Instructions to follow>
Start at the line in the entries below that contains "of the image.", stop at the line that contains "Annotation task. Extract", and output exactly the lines in that span, both ends included.

[Stored data entries]
-----

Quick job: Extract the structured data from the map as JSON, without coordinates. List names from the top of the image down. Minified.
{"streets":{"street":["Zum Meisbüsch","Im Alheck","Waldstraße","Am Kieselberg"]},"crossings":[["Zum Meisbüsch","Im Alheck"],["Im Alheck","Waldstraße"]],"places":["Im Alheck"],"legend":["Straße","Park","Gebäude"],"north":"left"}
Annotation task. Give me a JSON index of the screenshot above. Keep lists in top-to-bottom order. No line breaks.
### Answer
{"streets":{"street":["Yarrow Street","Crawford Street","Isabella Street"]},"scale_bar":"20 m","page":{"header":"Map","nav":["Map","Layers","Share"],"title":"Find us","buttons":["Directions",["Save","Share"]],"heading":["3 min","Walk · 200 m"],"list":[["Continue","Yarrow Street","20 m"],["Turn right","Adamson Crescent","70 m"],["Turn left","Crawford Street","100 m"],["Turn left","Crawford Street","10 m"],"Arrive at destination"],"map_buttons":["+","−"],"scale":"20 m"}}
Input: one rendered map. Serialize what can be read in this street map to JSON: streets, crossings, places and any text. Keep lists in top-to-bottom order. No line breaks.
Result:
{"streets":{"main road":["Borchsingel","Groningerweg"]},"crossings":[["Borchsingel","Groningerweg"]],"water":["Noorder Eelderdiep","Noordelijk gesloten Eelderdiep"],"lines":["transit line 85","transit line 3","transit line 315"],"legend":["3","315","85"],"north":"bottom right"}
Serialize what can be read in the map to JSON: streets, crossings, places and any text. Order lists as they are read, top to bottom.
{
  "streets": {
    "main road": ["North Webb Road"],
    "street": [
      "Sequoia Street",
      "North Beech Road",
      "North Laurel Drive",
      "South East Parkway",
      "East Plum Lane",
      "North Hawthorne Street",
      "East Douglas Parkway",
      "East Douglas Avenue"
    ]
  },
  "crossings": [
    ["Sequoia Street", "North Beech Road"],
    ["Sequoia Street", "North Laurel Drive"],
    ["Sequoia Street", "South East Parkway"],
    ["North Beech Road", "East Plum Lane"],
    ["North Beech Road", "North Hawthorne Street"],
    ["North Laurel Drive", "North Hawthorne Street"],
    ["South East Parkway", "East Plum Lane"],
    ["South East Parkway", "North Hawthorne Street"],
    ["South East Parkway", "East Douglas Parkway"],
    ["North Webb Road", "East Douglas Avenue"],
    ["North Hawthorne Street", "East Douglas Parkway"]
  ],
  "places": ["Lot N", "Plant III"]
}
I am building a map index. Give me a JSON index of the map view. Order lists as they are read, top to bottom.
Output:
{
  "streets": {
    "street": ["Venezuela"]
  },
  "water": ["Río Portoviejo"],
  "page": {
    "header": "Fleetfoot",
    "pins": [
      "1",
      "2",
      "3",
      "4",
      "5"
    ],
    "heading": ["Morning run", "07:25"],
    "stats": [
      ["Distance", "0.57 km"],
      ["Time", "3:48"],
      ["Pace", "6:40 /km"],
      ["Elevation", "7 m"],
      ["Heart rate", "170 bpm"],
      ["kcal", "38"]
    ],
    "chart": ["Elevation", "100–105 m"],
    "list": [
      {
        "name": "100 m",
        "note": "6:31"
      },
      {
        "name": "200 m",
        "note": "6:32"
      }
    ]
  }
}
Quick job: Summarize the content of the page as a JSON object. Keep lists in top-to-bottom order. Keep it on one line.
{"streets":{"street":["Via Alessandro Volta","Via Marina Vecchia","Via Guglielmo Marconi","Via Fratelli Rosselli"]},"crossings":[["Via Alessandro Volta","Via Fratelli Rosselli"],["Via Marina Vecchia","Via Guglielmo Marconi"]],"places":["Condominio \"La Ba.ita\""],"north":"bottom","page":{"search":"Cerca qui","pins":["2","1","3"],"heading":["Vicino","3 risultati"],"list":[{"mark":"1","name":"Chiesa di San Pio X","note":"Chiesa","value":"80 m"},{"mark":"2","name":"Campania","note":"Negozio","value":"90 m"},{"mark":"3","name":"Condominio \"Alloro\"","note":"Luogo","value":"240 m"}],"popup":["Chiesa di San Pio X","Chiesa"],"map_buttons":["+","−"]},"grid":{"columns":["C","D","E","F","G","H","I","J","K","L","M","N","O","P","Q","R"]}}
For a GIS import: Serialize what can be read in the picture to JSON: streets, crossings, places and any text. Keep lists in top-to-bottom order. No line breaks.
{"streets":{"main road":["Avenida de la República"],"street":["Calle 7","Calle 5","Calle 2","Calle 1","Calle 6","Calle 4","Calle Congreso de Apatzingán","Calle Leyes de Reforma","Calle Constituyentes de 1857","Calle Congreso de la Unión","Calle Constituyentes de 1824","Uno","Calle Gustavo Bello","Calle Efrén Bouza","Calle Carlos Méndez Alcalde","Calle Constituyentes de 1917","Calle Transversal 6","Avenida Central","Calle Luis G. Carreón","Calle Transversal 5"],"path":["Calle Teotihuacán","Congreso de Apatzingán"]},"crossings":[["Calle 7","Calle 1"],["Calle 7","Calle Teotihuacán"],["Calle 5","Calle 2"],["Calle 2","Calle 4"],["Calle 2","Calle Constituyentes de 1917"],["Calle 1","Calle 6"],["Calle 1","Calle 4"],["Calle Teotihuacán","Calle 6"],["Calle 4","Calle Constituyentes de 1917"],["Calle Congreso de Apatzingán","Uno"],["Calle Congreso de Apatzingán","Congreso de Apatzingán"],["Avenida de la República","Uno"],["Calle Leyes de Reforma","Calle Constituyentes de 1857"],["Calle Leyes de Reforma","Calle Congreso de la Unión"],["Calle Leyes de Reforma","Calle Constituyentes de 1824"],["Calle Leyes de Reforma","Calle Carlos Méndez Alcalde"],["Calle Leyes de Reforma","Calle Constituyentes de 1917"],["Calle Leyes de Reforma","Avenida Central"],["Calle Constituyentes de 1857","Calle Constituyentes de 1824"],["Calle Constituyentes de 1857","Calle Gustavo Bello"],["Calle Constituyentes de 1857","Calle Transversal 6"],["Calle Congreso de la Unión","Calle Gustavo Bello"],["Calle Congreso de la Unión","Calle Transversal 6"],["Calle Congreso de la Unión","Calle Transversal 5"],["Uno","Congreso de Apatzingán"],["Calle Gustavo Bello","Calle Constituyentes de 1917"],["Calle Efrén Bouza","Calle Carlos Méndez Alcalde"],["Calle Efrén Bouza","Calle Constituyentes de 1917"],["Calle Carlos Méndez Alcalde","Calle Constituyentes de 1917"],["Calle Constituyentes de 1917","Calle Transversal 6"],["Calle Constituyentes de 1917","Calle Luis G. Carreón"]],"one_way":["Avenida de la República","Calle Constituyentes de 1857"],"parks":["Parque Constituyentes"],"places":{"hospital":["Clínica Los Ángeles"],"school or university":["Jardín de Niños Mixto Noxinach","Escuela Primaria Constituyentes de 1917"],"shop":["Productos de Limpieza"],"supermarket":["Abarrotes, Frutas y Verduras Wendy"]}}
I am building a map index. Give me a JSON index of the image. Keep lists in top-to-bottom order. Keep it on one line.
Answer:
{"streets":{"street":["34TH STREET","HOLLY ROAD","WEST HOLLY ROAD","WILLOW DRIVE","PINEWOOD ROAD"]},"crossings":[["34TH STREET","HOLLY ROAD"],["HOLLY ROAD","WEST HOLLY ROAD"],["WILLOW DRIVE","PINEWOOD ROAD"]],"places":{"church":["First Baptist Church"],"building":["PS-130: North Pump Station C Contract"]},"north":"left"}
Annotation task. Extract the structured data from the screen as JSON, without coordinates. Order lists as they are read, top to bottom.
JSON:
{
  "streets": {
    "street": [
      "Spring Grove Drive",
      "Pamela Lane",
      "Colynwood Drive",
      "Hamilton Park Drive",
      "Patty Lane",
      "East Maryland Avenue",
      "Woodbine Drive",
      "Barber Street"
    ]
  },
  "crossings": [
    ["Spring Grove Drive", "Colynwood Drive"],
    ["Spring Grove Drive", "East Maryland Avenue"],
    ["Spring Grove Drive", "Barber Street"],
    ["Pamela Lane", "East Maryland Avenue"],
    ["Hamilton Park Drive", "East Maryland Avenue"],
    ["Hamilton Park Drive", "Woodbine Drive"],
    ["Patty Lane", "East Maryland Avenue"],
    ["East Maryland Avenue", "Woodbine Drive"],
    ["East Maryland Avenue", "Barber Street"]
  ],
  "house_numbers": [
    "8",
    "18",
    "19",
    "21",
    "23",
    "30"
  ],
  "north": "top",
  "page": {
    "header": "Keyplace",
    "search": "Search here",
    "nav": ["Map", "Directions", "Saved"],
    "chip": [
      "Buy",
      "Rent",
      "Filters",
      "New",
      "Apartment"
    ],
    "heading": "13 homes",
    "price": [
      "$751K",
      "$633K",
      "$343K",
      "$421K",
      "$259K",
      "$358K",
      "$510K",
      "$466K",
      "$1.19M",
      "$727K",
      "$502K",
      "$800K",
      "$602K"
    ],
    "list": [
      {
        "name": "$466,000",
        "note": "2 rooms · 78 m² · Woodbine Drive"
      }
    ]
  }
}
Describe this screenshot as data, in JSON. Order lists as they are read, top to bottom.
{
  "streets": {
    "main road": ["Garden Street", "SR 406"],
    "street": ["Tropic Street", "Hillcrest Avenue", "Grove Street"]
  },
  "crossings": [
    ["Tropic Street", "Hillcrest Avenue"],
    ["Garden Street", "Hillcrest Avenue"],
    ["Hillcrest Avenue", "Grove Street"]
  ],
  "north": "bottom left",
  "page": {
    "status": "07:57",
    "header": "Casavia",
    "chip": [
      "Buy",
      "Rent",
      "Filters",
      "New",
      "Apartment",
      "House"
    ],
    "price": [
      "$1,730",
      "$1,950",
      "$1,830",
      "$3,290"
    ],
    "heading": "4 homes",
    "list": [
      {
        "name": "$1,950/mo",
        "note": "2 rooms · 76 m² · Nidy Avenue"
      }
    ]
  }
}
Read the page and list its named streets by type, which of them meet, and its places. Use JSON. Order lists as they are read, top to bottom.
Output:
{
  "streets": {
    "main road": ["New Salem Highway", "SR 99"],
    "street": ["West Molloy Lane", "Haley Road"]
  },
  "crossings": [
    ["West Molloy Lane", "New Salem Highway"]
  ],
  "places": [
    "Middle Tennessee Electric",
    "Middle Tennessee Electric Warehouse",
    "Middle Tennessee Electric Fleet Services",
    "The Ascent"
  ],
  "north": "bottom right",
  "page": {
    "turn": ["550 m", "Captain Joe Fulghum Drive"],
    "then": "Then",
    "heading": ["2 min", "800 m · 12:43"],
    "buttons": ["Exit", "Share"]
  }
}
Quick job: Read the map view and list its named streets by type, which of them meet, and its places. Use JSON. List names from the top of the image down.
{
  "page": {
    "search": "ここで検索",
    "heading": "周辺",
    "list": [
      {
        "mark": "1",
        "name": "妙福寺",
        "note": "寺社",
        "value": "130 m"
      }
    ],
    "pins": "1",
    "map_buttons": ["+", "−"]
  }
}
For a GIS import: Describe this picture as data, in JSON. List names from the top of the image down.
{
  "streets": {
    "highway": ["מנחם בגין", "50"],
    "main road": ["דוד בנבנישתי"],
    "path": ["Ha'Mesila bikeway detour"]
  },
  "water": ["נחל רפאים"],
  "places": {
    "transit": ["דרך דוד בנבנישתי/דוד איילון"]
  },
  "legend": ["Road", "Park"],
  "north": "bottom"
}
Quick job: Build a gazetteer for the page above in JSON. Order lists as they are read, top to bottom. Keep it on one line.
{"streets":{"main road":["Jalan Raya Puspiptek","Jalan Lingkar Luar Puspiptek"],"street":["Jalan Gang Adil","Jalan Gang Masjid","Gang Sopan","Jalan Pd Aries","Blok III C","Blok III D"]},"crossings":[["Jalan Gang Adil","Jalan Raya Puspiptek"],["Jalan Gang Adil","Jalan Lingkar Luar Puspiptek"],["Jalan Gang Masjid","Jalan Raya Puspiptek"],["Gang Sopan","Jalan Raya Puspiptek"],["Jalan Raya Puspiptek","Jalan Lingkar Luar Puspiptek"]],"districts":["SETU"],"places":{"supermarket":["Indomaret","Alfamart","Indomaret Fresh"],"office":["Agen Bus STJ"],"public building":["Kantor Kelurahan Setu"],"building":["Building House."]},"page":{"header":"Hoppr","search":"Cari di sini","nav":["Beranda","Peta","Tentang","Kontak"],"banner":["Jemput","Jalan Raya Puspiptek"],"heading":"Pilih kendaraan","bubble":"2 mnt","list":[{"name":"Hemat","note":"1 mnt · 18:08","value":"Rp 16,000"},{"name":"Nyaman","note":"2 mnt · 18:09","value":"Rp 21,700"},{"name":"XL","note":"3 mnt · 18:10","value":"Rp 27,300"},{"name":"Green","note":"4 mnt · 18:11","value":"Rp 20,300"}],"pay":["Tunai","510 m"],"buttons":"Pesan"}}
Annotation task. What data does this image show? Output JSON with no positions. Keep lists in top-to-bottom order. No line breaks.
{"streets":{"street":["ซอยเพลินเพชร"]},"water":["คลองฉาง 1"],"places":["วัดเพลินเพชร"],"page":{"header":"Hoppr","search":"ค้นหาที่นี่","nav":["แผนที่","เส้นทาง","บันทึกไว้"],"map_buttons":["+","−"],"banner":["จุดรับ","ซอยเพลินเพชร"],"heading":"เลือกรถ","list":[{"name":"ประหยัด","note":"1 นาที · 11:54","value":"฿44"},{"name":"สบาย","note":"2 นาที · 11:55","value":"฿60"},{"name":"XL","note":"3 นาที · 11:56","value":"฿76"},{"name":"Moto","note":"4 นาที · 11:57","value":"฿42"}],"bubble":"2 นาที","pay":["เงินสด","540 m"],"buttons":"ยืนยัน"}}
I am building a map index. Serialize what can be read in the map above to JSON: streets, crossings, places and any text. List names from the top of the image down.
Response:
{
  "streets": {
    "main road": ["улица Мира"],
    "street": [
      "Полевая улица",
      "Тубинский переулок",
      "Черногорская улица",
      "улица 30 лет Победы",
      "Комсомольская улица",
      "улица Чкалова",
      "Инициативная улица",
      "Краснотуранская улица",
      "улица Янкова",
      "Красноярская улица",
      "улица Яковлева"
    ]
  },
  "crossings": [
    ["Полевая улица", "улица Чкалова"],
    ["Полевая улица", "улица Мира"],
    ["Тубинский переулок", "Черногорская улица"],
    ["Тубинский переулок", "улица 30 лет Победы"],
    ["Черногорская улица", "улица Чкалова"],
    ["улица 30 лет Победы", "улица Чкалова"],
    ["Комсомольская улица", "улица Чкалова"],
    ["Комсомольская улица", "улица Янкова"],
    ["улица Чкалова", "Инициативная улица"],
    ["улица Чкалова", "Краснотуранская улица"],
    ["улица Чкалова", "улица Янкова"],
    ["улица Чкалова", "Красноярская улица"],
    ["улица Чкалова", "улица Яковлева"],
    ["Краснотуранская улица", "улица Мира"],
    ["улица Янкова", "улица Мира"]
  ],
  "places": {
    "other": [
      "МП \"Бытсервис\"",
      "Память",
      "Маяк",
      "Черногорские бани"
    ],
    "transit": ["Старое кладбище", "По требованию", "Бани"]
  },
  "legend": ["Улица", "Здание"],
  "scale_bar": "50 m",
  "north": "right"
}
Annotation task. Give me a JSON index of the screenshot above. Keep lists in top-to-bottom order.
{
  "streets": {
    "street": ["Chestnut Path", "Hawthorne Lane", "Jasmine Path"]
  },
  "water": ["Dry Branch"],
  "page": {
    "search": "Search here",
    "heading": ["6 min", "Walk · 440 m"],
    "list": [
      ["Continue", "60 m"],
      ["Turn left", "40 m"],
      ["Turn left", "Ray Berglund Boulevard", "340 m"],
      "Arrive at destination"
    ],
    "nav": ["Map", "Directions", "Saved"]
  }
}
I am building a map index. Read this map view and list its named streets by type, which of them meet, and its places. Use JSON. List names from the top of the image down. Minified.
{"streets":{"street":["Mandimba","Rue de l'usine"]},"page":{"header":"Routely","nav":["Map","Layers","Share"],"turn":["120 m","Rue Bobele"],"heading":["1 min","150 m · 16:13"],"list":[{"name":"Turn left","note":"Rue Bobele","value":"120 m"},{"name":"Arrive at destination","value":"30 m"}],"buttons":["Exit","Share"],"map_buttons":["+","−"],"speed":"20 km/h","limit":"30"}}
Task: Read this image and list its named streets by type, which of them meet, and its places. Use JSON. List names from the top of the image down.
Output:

-----

Response area>
I am building a map index. Give me a JSON index of the image. Keep lists in top-to-bottom order. Keep it on one line.
Answer:
{"streets":{"street":["34TH STREET","HOLLY ROAD","WEST HOLLY ROAD","WILLOW DRIVE","PINEWOOD ROAD"]},"crossings":[["34TH STREET","HOLLY ROAD"],["HOLLY ROAD","WEST HOLLY ROAD"],["WILLOW DRIVE","PINEWOOD ROAD"]],"places":{"church":["First Baptist Church"],"building":["PS-130: North Pump Station C Contract"]},"north":"left"}
Annotation task. Extract the structured data from the screen as JSON, without coordinates. Order lists as they are read, top to bottom.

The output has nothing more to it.